● Information shown
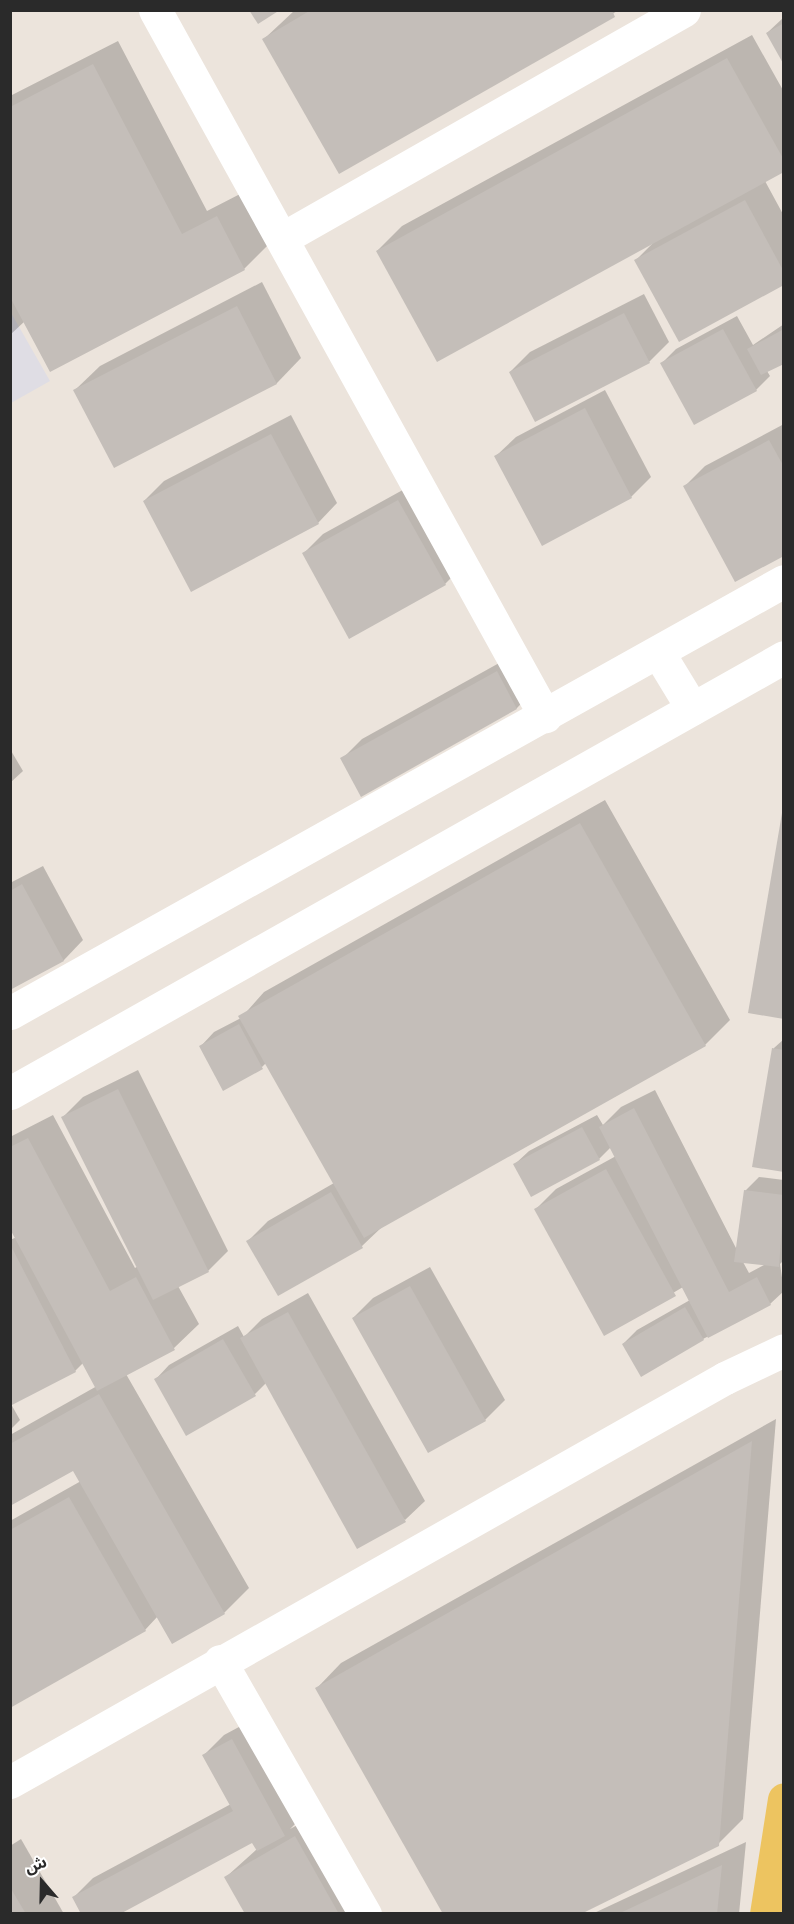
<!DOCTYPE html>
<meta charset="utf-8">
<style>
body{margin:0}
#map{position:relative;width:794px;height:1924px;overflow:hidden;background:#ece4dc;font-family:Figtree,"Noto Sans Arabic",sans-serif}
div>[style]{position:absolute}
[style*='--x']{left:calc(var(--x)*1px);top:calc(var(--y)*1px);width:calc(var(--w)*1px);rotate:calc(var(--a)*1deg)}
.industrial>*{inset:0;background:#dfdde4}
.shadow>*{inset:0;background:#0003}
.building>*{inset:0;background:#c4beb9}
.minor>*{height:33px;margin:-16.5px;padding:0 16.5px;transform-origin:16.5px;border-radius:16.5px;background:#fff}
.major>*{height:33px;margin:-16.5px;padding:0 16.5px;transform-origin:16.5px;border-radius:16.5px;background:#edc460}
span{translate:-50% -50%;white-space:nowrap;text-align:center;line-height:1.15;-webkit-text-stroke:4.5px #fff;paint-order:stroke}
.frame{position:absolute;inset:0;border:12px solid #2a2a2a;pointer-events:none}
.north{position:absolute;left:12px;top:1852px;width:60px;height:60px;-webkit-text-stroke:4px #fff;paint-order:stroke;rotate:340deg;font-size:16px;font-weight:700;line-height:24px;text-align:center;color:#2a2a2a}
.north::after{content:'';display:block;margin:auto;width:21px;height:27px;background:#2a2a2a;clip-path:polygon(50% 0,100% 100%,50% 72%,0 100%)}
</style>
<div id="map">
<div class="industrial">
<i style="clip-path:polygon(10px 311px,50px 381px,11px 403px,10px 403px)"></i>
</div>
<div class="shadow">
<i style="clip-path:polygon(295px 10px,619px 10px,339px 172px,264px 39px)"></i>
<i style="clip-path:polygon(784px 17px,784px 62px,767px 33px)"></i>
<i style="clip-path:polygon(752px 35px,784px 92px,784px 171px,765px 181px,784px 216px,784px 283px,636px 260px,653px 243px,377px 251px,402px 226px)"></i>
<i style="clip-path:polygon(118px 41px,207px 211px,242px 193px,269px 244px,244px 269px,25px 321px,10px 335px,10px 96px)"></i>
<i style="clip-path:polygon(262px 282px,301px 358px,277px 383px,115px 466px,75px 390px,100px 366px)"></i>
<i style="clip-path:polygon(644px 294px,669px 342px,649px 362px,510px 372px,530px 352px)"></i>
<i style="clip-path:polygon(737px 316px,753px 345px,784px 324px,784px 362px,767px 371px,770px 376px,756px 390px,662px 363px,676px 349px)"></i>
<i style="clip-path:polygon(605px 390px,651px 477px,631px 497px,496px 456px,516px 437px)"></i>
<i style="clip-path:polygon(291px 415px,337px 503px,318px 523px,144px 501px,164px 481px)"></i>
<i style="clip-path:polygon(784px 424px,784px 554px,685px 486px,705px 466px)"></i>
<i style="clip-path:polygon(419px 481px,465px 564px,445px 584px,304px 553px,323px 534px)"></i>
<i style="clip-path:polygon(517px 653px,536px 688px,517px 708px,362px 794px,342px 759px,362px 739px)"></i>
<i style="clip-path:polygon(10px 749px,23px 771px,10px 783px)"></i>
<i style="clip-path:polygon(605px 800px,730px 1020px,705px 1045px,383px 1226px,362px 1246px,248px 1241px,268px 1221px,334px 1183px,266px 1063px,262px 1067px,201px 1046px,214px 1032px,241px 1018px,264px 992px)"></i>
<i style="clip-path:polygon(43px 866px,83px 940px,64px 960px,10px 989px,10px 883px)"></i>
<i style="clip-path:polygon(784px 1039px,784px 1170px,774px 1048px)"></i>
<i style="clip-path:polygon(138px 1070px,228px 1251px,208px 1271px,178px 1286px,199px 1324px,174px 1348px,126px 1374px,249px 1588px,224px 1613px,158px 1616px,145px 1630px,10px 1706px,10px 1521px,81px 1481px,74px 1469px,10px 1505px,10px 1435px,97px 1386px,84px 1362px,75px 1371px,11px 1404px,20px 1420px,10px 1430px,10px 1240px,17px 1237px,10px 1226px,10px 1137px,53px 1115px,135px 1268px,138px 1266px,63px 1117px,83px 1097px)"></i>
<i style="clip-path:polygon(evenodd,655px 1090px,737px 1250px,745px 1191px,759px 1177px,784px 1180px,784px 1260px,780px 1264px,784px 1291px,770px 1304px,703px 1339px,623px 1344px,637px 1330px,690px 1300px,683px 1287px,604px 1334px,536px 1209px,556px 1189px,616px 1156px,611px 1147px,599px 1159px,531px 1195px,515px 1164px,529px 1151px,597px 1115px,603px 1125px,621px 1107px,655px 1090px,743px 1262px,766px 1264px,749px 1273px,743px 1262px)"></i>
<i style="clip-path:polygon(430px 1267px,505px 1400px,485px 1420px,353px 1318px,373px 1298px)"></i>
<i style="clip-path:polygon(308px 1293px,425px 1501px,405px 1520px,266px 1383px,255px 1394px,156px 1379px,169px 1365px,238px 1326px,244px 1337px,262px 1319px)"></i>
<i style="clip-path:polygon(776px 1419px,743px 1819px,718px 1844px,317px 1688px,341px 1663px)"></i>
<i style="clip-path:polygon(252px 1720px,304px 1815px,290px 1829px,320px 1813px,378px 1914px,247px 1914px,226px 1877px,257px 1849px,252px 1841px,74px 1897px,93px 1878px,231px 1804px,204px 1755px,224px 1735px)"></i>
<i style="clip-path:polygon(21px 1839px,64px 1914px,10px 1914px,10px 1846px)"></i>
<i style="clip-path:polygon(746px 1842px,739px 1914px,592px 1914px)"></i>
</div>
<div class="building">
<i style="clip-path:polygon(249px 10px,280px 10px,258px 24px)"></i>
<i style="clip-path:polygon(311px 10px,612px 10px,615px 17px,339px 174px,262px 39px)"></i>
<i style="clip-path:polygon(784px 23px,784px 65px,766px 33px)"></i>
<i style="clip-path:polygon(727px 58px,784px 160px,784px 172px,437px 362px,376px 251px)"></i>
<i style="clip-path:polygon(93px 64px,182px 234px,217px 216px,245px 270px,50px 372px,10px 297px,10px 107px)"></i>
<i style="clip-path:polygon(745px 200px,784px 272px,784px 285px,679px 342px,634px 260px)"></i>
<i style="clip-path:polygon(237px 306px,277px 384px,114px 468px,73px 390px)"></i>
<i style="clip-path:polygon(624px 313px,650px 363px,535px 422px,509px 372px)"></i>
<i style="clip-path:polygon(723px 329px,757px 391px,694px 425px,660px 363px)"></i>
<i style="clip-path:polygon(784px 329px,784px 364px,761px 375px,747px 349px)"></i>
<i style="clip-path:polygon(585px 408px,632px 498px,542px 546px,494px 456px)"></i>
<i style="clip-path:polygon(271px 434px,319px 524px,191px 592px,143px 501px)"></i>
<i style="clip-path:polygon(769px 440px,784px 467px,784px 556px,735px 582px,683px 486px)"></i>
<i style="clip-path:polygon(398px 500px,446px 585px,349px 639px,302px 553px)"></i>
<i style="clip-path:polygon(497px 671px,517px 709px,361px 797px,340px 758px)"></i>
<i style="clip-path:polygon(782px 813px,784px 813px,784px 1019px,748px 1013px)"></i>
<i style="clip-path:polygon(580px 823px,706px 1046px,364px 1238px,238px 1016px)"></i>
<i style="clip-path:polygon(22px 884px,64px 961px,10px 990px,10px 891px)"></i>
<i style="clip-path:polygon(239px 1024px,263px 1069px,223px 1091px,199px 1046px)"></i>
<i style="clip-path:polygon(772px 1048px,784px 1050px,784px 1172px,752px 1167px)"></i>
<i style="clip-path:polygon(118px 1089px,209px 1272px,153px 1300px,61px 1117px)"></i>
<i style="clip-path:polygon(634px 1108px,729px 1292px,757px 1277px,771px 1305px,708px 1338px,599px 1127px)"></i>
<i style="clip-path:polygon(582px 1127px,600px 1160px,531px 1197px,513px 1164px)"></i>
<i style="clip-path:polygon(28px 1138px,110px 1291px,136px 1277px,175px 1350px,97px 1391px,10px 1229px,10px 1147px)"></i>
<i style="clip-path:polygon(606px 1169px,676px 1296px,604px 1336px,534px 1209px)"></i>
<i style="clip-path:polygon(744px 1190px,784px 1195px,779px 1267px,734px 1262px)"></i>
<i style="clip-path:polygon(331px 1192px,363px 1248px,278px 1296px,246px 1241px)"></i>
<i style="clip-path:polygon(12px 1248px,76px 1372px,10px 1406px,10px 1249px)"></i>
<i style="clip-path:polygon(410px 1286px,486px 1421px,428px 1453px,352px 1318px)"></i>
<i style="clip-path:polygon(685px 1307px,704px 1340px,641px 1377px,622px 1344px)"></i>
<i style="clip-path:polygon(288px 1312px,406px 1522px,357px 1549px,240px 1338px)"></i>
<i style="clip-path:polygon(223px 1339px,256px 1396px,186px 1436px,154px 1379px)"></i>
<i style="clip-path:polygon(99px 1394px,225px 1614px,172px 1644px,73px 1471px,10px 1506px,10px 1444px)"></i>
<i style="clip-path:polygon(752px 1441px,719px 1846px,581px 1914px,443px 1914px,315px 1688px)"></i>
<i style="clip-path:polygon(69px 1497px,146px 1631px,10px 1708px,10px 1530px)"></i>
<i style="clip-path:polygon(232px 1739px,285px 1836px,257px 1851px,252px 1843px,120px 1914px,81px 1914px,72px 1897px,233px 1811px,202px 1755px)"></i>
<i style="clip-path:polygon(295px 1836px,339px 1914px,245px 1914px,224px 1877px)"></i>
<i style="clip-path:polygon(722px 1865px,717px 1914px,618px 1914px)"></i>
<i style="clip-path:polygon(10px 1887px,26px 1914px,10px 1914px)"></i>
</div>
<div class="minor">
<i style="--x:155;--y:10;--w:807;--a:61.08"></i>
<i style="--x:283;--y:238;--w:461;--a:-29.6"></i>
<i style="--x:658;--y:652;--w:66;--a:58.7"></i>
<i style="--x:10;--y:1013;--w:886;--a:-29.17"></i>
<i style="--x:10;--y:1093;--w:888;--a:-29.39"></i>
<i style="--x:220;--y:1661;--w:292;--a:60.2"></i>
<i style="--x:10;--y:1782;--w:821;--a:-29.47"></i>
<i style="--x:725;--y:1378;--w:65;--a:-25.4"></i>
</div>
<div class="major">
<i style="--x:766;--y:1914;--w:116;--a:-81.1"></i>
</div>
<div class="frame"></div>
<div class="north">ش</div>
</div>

...

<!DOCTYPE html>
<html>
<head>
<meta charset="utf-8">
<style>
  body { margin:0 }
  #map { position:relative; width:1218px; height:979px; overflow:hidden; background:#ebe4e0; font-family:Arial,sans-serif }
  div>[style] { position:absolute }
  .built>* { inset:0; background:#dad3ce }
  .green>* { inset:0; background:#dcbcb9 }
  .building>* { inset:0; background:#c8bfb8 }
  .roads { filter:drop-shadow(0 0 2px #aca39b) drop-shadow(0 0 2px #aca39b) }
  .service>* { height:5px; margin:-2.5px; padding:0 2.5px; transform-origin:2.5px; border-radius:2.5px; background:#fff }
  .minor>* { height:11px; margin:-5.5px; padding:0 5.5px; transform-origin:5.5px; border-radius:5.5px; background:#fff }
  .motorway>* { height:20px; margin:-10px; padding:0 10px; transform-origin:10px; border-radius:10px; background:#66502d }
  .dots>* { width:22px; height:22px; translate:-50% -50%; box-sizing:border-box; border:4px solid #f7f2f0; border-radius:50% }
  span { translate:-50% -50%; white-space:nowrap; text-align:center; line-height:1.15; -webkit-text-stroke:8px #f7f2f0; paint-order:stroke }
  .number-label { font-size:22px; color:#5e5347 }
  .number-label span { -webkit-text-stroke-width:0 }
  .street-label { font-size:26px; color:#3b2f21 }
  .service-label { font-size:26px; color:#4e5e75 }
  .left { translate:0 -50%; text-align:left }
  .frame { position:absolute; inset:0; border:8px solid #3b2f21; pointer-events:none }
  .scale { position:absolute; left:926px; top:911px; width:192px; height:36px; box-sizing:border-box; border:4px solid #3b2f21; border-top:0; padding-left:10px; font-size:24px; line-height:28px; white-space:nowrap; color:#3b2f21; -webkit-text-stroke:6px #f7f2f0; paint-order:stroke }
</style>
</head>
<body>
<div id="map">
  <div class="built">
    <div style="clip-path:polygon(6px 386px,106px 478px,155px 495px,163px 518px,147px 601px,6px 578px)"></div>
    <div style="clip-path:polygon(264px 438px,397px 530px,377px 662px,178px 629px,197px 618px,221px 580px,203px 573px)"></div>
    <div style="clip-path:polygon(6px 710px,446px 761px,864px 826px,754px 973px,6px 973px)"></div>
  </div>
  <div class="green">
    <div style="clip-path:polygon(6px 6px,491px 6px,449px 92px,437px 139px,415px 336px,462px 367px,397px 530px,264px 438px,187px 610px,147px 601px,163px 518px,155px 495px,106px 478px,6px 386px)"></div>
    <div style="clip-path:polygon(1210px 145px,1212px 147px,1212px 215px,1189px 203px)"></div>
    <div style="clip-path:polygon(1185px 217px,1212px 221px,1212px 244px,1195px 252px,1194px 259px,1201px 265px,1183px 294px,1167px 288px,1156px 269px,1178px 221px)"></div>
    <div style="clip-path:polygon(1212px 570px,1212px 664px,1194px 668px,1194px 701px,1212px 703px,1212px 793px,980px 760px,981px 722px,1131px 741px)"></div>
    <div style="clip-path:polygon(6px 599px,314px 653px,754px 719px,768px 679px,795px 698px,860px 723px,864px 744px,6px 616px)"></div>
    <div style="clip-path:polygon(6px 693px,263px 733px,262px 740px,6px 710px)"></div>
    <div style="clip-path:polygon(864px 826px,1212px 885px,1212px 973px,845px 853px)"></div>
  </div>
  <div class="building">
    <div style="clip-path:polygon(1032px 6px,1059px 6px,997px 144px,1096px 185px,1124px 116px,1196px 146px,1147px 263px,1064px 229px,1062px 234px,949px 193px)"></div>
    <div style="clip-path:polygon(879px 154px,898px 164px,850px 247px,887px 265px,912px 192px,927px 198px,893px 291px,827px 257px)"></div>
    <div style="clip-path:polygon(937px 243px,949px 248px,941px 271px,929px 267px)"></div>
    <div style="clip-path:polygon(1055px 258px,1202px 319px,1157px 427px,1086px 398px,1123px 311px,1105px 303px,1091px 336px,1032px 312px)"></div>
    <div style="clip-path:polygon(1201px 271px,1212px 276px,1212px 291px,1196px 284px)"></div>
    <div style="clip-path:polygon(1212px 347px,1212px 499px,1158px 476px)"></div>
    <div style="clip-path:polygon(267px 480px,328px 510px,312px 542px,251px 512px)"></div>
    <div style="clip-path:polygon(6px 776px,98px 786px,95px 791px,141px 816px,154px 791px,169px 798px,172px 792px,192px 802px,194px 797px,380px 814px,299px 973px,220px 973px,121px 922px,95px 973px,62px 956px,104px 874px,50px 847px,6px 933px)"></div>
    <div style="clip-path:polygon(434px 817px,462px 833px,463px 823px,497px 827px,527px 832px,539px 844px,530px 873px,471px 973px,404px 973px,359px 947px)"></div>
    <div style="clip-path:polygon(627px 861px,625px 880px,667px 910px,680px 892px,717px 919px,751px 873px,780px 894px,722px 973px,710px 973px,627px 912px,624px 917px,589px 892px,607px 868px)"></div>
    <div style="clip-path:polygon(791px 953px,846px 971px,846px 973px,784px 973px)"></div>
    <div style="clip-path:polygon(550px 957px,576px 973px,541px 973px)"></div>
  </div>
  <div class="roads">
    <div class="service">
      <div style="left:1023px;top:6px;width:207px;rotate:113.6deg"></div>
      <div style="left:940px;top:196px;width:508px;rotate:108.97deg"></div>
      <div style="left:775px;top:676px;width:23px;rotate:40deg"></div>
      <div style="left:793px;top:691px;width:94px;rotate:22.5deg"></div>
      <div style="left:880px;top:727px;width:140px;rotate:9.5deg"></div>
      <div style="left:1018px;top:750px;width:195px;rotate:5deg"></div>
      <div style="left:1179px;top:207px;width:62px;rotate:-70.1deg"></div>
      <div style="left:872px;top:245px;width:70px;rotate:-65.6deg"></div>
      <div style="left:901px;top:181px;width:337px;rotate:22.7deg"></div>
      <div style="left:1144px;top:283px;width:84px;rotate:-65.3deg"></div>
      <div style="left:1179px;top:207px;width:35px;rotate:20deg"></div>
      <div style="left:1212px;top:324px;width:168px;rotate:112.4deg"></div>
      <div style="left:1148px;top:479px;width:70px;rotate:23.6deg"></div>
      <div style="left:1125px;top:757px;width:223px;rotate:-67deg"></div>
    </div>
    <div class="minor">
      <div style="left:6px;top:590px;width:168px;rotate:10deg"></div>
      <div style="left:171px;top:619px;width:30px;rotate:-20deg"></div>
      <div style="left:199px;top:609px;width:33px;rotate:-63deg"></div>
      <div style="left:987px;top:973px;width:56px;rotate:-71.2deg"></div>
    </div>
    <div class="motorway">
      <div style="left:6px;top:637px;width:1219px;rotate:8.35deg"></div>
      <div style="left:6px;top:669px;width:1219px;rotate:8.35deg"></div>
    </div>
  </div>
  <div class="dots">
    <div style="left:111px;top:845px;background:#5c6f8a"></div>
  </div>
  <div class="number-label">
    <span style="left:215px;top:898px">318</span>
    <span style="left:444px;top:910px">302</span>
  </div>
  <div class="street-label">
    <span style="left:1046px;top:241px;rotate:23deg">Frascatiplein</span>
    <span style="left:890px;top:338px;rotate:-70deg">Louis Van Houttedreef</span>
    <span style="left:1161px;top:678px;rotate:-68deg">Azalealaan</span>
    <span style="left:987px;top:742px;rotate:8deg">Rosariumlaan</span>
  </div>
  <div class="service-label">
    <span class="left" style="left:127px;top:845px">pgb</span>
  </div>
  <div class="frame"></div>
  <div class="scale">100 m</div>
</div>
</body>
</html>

● What the exercise asks
Show the lines in the entries above that include the string "relative".

● Reply
#map{position:relative;width:794px;height:1924px;overflow:hidden;background:#ece4dc;font-family:Figtree,"Noto Sans Arabic",sans-serif}
  #map { position:relative; width:1218px; height:979px; overflow:hidden; background:#ebe4e0; font-family:Arial,sans-serif }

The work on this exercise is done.